Westbrook dans l'histoire, les Spurs font une bonne affaire

© Panoramic

Record battu mais défaite pour Westbrook

Battu d'un rien avec les Wizards à Atlanta (125-124), «RussWest» a manqué le panier de la gagne au buzzer, qui aurait pu maintenir son équipe à la 9e place à l'Est. Mais sa performance individuelle (28 pts, 21 passes, 13 rbds), qui constitue le 182e triple-double de sa carrière, a de quoi le rendre fier, puisqu'il a fait tomber la marque, vieille de 47 ans et présumée indépassable, de Robertson.

Ce dernier, âgé de 82 ans, a d'ailleurs été le chef de file de toute la NBA à le féliciter par le biais de messages enregistrés, diffusés sur NBA TV. Se sont succédé dans la dithyrambe le patron de la ligue Adam Silver, les stars d'hier Magic Johnson et Patrick Ewing, celles d'aujourd'hui LeBron James, Nikola Jokic, Luka Doncic... «C'est juste une bénédiction. Vous vous investissez tellement dans le jeu. Juste pour être mentionné avec des gars comme Oscar, Magic, Jason Kidd... C'est juste quelque chose dont je n'aurais jamais rêvé», a-t-il réagi après-coup. «Normalement, je n'aime pas me couvrir d'éloges, mais ce soir, je le ferai.»

En l'absence de Bradley Beal, Westbrook a été encore plus au four et au moulin que d'habitude. C'est lui qui a entretenu l'espoir d'une victoire à l'arraché, en sonnant la révolte dans le 4e quart-temps malgré 17 points de retard. Il s'en est finalement fallu de peu, mais Atlanta, 5e à l'Est et bien parti pour valider directement son ticket pour les play-offs, n'a pas volé sa victoire, porté par Trae Young, lui aussi auteur d'une belle performance (36 pts, 9 passes), bien aidé par Jason Collins (28 pts, 8 rbds) et Bogdan Bogdanovic (25 pts).

Conservant un confortable matelas sur Chicago (11e), Washington glisse au 10e rang, le dernier synonyme de barrages, car dans le même temps Indiana (9e) s'est imposé à Cleveland (111-102). Ce qui élimine Toronto (12e) de la course. Prépondérant, le pivot lituanien Domantas Sabonis a frôlé le triple-double (21 pts, 20 rbds, 9 passes, 4 contres) et le rookie Kelan Martin, auteur de 25 points en sortie de banc, a été le "facteur X" des Pacers.
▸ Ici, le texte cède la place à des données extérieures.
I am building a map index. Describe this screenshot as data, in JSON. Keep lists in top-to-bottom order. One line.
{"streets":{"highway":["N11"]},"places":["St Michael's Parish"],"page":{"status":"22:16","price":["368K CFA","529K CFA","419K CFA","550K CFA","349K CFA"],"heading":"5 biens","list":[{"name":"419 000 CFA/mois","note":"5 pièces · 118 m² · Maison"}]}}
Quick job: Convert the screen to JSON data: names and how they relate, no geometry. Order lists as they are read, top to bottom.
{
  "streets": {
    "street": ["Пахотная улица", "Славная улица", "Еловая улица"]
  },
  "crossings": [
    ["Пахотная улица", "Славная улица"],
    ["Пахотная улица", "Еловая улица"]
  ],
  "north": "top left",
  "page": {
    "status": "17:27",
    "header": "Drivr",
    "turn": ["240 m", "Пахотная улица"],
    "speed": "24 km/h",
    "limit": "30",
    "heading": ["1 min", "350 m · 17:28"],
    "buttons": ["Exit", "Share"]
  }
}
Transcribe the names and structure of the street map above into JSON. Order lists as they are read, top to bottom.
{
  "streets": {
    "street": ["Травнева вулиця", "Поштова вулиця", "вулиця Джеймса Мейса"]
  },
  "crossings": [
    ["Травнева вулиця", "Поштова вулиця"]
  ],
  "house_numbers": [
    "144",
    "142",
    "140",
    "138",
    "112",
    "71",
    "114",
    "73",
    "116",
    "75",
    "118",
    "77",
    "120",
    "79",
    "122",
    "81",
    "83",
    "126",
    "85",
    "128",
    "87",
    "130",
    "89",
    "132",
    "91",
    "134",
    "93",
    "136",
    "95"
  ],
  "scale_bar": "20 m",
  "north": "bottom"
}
Les Spurs éperonnent les Bucks

San Antonio (10e à l'Ouest) s'est quasiment assuré de disputer les barrages après sa large victoire aux dépens de Milwaukee (146-125), conjuguée avec le revers de son poursuivant, La Nouvelle-Orléans, à Memphis (115-110). Face aux Bucks (3e à l'Est) qui ont laissé leurs velléités défensives au vestiaire, les Spurs se sont régalés en attaque, shootant à presque 60% de réussite, avec notamment un 17/29 derrière l'arc. Leurs 87 points inscrits en première période a constitué un record de franchise. Giannis Antetokounmpo (28 pts, 4 passes) et Khris Middleton (23 pts, 7 rbds) ont pourtant été solides.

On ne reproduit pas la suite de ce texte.